Concurrent increase of cholesterol, sphingomyelin and glucosylceramide in the spleen from non‐neurologic Niemann–Pick type C patients but also patients possibly affected with other lipid trafficking disorders

Abstract
Niemann-Pick type C disease (NPC) is a neurovisceral (or, extremely rarely, only visceral) lipidosis caused by mutations in the NPC1 gene or, in a few patients, the HE1 gene, which encode sterol regulating proteins. NPC is characterised by a complex lipid anomaly including a disturbed cellular trafficking of cholesterol but also multi-lipid storage in visceral organs and brain. Lipids were studied using conventional methods in enlarged spleens that had been removed from five patients for different therapeutic and diagnostic reasons and found to have microscopic signs of lysosomal storage disease not suspected clinically. The spleen lipid findings with a concurrent accumulation of cholesterol, sphingomyelin and glucosylceramide (Acc-CSG) allowed us to suggest NPC diagnoses for these patients, who were free of neurologic symptoms. From two patients no material for confirmatory studies was available, but in two other patients NPC diagnoses could be confirmed with the filipin cytochemical cholesterol assay and NPC1 gene analysis, respectively. However, these tests and also HE1 gene analysis were negative in a third patient.

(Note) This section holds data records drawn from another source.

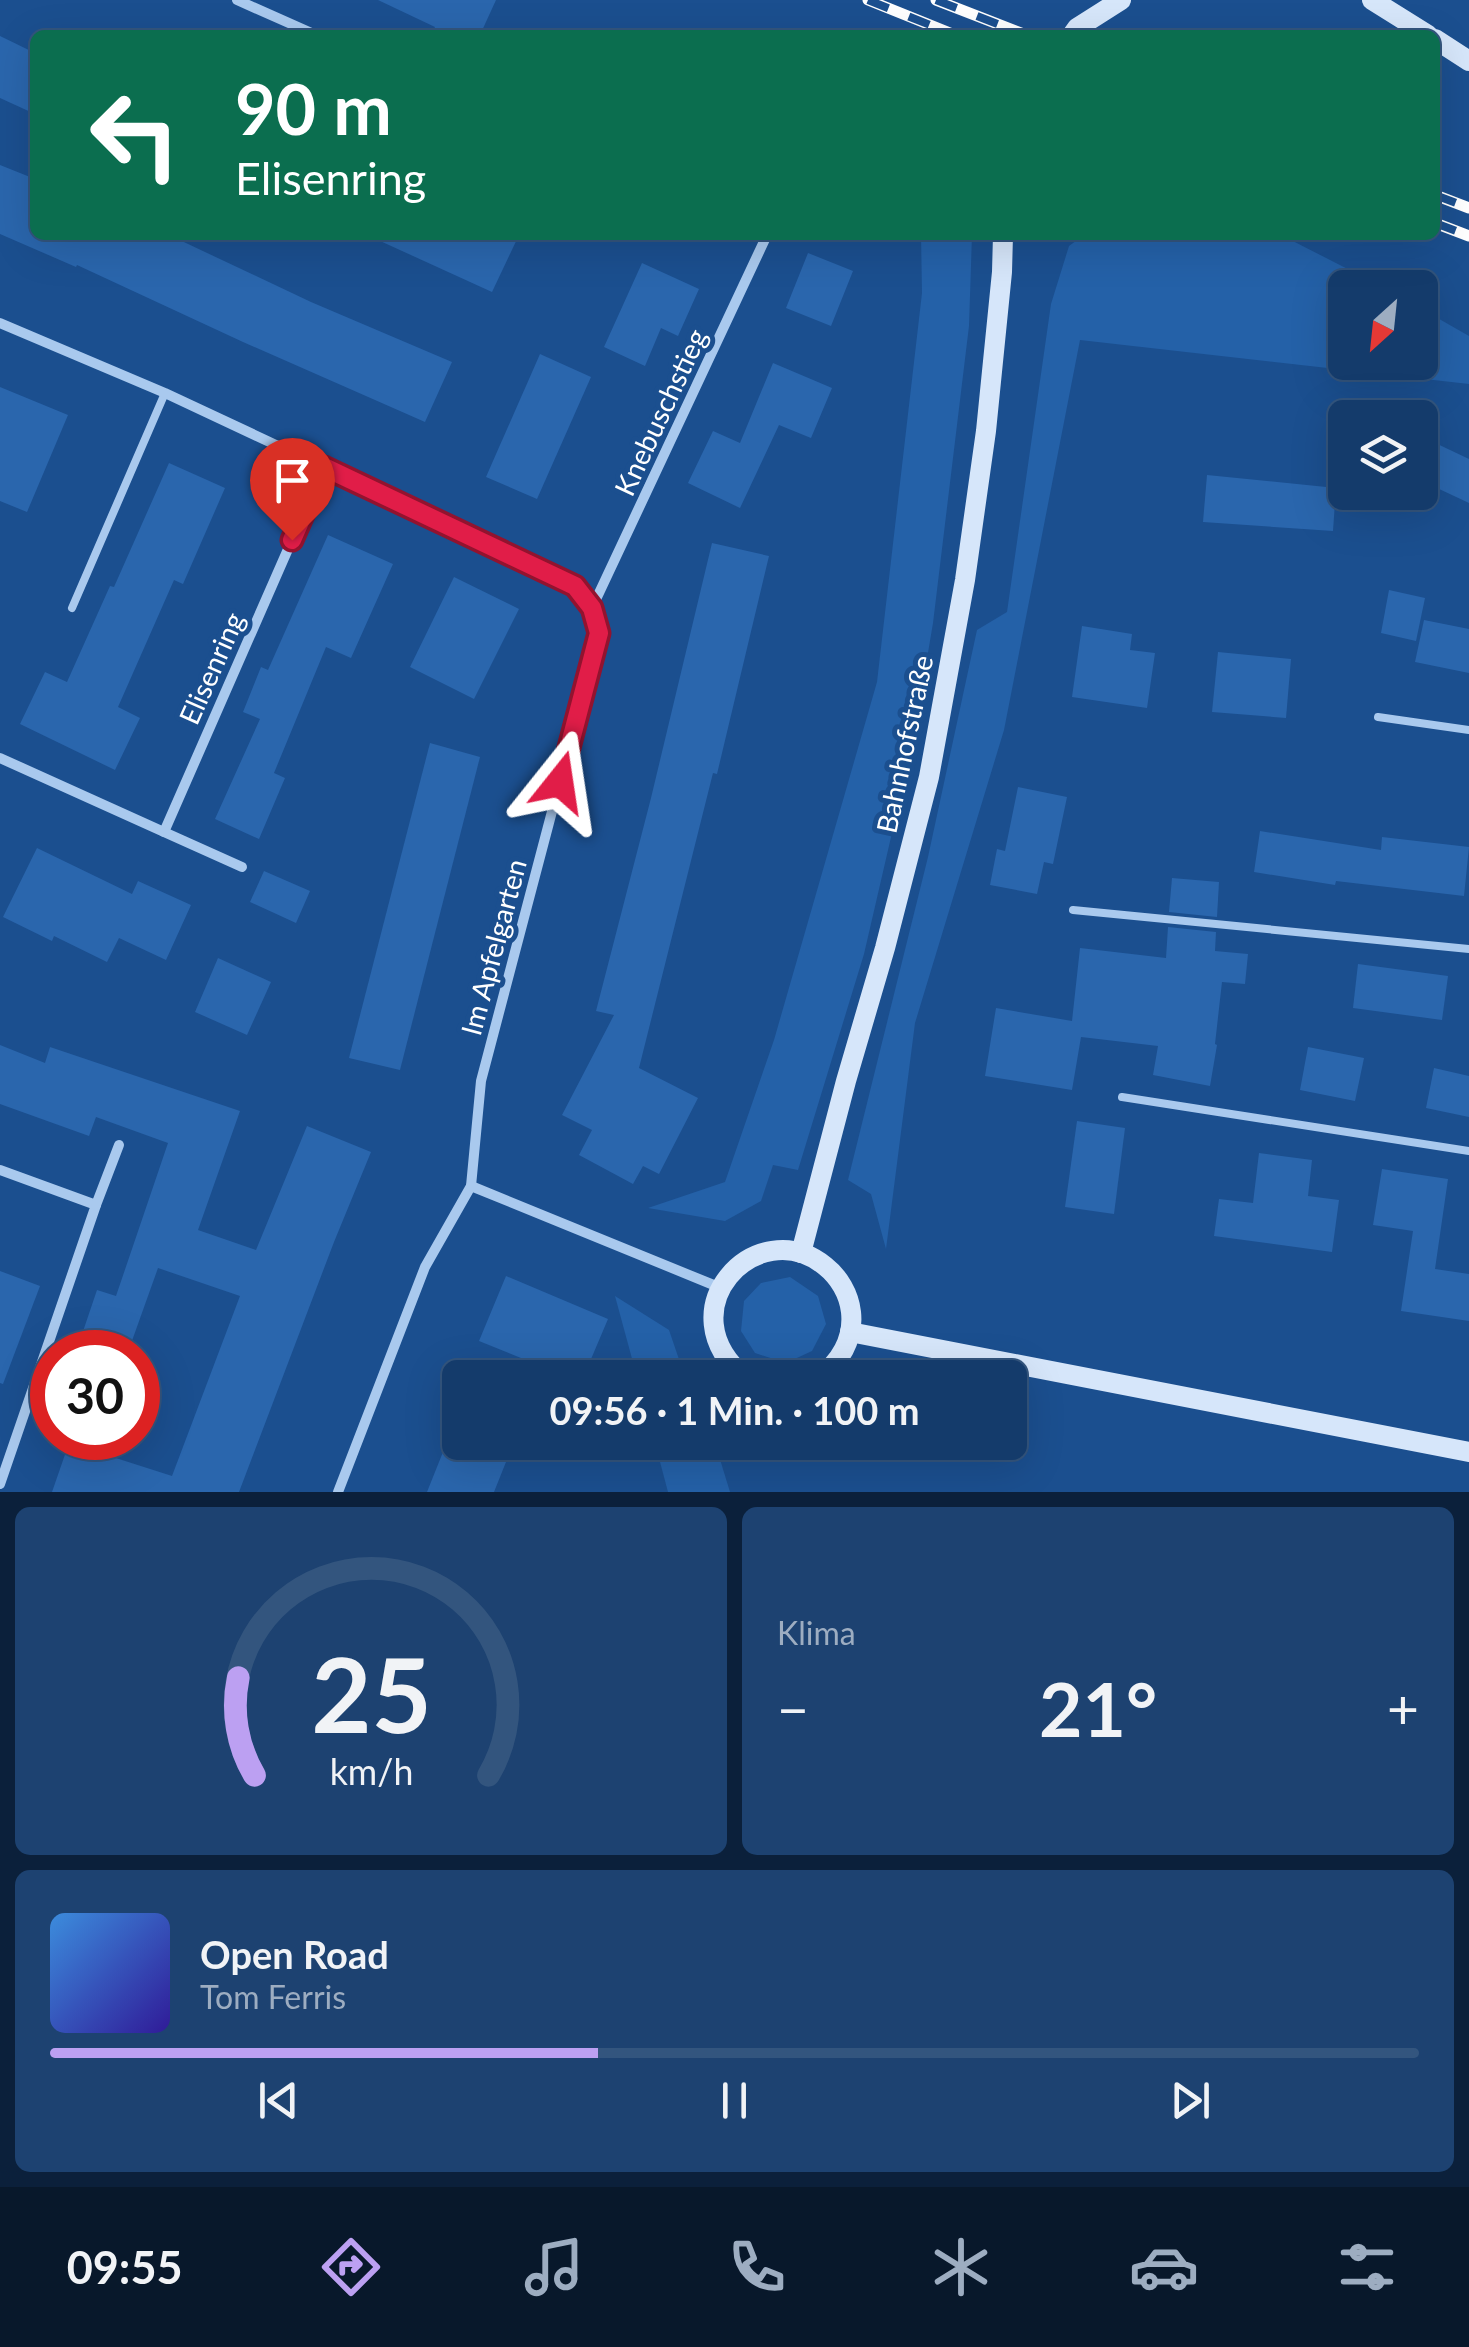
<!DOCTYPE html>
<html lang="de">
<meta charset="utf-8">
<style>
:root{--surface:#143b6b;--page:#1d4271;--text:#f1f3f6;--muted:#9dadc1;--line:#33557e;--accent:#bca0f2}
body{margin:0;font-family:Lato,sans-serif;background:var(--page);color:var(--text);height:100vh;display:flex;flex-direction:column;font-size:38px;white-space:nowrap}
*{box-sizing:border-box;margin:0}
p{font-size:32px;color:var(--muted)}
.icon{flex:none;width:55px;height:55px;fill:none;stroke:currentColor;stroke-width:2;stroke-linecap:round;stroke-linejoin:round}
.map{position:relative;height:1492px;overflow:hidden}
.drawer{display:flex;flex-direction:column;gap:15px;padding:15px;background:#0b203b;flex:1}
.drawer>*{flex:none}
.top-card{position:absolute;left:30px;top:30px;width:1410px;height:210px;border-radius:15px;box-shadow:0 10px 40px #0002,0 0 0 2px var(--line);background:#0b6e4f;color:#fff;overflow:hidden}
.needle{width:65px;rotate:207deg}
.fabs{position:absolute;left:1328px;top:270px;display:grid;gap:20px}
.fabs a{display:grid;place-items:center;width:110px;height:110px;border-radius:15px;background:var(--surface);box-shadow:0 10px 40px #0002,0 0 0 2px var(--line);font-size:50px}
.speed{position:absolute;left:30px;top:1330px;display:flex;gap:20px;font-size:50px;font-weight:700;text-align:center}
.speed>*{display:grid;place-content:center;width:130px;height:130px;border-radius:50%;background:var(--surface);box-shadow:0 10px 40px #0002,0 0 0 2px var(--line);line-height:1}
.speed .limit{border:15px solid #d22;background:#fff;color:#111}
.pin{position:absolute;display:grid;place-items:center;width:85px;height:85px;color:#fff;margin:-102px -42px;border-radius:50% 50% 50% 0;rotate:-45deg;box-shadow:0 0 10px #0007}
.pin .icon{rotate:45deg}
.me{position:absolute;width:110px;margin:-55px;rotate:15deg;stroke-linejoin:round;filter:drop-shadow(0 0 8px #0008)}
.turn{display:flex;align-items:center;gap:35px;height:210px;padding:0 40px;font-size:45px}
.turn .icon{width:130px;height:130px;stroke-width:2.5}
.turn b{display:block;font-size:70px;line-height:85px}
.big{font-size:75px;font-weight:700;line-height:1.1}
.drawer .card{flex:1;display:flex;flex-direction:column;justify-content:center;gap:15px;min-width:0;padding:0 35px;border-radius:15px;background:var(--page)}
.drawer .dial{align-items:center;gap:0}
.dial svg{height:260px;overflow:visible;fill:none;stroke:var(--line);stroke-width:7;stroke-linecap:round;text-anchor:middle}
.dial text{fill:var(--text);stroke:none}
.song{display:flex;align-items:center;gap:30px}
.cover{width:120px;height:120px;border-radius:15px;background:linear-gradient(135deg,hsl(210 70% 55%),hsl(250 70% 35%))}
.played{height:10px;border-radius:5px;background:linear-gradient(90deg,var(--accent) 40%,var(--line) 40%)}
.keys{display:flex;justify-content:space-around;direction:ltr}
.heat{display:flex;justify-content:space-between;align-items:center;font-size:55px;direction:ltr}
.drawer .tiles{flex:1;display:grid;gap:15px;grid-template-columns:1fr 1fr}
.card:last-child{grid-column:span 2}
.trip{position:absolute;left:442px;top:1360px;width:585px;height:100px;border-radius:15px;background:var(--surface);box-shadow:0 10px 40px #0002,0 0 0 2px var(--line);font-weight:700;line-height:100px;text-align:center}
.tab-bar{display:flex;height:160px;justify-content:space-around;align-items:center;background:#08182b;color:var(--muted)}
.tab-bar .icon{width:70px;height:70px}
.tab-bar .selected{color:var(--accent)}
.tab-bar b{font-size:45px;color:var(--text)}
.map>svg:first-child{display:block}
.green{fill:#2461a8}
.building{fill:#2a66ad}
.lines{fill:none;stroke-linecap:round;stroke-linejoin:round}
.lane{stroke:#a9c9ee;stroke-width:8}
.street{stroke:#a9c9ee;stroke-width:10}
.secondary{stroke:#d6e6fa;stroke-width:20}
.rail-casing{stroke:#fff;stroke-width:11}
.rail{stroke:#1b4f8f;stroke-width:8;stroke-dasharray:22;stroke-linecap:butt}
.route-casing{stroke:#92132f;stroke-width:25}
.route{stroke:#e11d48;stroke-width:18}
.labels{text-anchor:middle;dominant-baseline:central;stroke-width:10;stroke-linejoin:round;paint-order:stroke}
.street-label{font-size:28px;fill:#fff;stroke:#1b4f8f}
</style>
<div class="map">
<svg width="1469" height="1492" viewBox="0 0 1469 1492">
<rect width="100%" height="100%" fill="#1b4f8f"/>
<g class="green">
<path d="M921,235h51l-3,91 -36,297 -20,119 -49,212 -66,216 -25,-5 -12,36 -36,20 -77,-13 77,-26 49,-142 103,-358 45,-389z"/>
<path d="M1084,235h197l102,52 -38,1v74h75v-54l49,28v48l-389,-44 -76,390 -89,293 -29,226 -15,-55 -23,-14 80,-323 49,-227 30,-18 44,-308 18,-58z"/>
<path d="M790,1277l28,19 8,28 -14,27 -26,12 -31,-10 -14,-22 3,-30 17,-18z"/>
<path d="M615,1296l54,34 16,47h-48z"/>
<path d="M655,1443h60l15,49h-62z"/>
</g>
<g class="building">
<path d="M378,0h118l-16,35h-49l4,-8z"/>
<path d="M0,36l35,17v61l-35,-16z"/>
<path d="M0,165l35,14v56h134l142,67 141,60 -27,60 -182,-80 -166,-77 -1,2 -76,-33z"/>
<path d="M367,235h152l-27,57z"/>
<path d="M808,253l45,18 -22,55 -45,-18z"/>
<path d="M642,263l57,26 -21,47 -17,-8 -16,38 -41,-19z"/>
<path d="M540,354l51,23 -54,122 -51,-22z"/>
<path d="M773,363l59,25 -21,50 -32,-13 -39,83 -52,-25 25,-52 27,12z"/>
<path d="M0,387l68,28 -41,97 -27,-11z"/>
<path d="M1429,440l40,19v44l-49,-23v-21z"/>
<path d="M169,463l56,25 -42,96 -9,-4 -56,127 22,11 -25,52 -95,-46 25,-52 22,10 43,-96 4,1z"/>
<path d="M1207,475l129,13 -3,43 -130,-9z"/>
<path d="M328,535l65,29 -42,94 -25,-11 -52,126 11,5 -26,61 -44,-20 45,-100 -17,-7 18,-45 7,3z"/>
<path d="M712,543l57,13 -52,218 -4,-1 -74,295 59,30 -39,76 -16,-8 -10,18 -54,-29 13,-25 -30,-15 52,-100 -18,-4 55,-213z"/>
<path d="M454,577l65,32 -45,90 -64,-32z"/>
<path d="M1389,590l36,8 -9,43 -35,-8z"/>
<path d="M1424,620l45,9v44l-54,-11z"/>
<path d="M1082,626l50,8 -2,16 25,3 -8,55 -75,-11z"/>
<path d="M1218,652l73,7 -5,59 -74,-6z"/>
<path d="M430,743l50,14 -80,313 -51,-12z"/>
<path d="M1018,787l49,10 -14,67 -9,-2 -7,32 -47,-9 7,-36 8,2z"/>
<path d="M1260,831l121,19 1,-13 87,10 -5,49 -128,-15 -1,4 -81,-13z"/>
<path d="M37,848l95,46 6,-13 53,24 -25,55 -47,-22 -12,24 -53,-26 -2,5 -49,-24z"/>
<path d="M264,871l46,20 -14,32 -46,-21z"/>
<path d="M1172,878l47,4 -2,35 -48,-5z"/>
<path d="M1168,927l48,5 -1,19 33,3 -3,30 -23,-2 -7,62 2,1 -7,41 -57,-11 5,-29 -77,-9 -9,53 -87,-14 11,-68 76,13 8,-73 86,10z"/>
<path d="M218,958l53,24 -24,53 -52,-23z"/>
<path d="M1358,964l90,12 -6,44 -89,-12z"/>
<path d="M0,1045l45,18 5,-16 190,64 -42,119 58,20 51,-124 64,26 -37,90 -95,250h-187l17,-49 103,33 68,-180 -82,-28 -30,84h-52l21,-62 19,6 52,-153 -72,-26 -7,19 -89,-32z"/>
<path d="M1308,1047l56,11 -9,43 -55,-11z"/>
<path d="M1434,1068l35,8v41l-43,-9z"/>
<path d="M1077,1121l48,7 -11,86 -49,-7z"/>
<path d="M1259,1153l53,7 -4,36 31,4 -7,52 -118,-16 5,-37 34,4z"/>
<path d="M1382,1169l66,10 -13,90 34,5v47l-68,-10 12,-80 -40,-6z"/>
<path d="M0,1271l40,15 -37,98 -3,-1z"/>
<path d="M506,1276l102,43 -25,59h-70l8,-20 -42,-17z"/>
<path d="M447,1442h67l-20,50h-67z"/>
</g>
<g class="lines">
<g class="lane">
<path d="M72,608l93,-215"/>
<path d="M1378,717l91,13"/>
<path d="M1073,910l396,39"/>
<path d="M1122,1097l347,54"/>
</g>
<g class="street">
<path d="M237,0l79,35"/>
<path d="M0,323l165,70 410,192 17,23 7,25 -118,448 -10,105 -46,81 -87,225"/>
<path d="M592,608l175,-373"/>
<path d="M0,758l164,74 160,-365"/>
<path d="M164,832l78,35"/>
<path d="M0,1170l96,35 -96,279"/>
<path d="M471,1186l250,102"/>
<path d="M96,1205l23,-60"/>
</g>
<g class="secondary">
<path d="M1372,0l56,35"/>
<path d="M1072,35l5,-7 44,-28"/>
<path d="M1435,39l34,22"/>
<path d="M801,1253l45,-172 39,-133 44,-171 36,-197 21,-149 16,-159 1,-37"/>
<path d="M850,1332l619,120"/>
<path d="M746,1378c-83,-67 11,-167 79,-112 14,11 24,28 26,46 3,27 -11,51 -33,66"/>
</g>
<defs>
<g id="rail">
<path d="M868,0l87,35"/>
<path d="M936,0l90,35"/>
<path d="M1435,195l34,13"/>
<path d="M1435,223l34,13"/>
</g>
</defs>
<use href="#rail" class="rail-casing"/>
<use href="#rail" class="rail"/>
</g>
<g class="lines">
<defs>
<path id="route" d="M292,540l32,-73 251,119 17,22 7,25 -39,149"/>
</defs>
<use href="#route" class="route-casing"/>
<use href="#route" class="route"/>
</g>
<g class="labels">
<g class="street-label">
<text transform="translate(660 412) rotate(-65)">Knebuschstieg</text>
<text transform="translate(211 668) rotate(-66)">Elisenring</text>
<text transform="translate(904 744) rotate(-78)">Bahnhofstraße</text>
<text transform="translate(493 947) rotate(-75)">Im Apfelgarten</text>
</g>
</g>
</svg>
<div class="fabs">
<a><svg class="needle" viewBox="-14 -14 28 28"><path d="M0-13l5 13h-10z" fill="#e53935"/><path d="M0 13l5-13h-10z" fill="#9dadc1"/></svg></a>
<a><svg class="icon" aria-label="layers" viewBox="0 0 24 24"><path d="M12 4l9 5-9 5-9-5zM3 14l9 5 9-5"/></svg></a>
</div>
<div class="speed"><div class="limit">30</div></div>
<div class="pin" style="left:292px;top:540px;background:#d93025"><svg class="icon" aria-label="arrive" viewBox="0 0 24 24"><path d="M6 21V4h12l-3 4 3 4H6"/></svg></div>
<svg class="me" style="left:560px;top:782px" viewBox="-20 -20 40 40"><path d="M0-17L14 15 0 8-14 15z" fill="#e11d48" stroke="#fff" stroke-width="4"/></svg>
<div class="trip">09:56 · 1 Min. · 100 m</div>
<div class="top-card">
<div class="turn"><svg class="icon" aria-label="left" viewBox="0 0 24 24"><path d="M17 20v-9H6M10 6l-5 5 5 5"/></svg><div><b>90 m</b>Elisenring</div></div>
</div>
</div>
<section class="drawer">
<div class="tiles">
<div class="card dial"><svg viewBox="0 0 100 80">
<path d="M14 69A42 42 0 1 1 86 69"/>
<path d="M14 69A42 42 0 0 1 9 39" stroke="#bca0f2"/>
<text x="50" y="56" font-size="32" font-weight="700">25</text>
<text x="50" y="72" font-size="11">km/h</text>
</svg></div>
<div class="card"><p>Klima</p>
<div class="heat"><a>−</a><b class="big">21°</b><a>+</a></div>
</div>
<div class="card">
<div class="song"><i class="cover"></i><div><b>Open Road</b><p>Tom Ferris</p></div></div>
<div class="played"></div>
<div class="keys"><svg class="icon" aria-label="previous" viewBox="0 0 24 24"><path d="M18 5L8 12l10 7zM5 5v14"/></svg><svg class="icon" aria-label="pause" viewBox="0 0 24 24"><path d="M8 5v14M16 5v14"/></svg><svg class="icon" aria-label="next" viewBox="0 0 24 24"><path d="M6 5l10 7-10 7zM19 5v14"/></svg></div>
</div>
</div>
</section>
<nav class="tab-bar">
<b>09:55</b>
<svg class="icon selected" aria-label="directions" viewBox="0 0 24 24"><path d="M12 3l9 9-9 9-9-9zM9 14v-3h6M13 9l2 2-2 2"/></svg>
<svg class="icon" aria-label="music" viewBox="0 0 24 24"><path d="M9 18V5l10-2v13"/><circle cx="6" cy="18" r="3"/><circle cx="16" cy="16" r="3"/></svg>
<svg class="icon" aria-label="phone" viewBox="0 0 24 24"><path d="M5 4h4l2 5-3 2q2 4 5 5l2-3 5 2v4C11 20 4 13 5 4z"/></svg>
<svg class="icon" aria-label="climate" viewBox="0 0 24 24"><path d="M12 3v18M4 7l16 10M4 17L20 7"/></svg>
<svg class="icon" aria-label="car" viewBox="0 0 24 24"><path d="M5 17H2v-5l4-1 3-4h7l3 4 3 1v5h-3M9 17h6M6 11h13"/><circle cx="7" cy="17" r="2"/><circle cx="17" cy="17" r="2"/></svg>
<svg class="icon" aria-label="filters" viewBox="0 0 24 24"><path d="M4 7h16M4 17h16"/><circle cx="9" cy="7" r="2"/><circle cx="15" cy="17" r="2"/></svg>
</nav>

Since the Acc-CSG lipid pattern seems to indicate a multi-lipid trafficking defect rather than being highly specific for NPC, this patient, if not affected with very atypical NPC, may be a candidate for a different lipid trafficking disorder. The Acc-CSG pattern was considered to be similar to the lipid pattern known for the lipid rafts, these functional cell structures being probably disorganised and accumulated in late endosomes and lysosomes of NPC cells.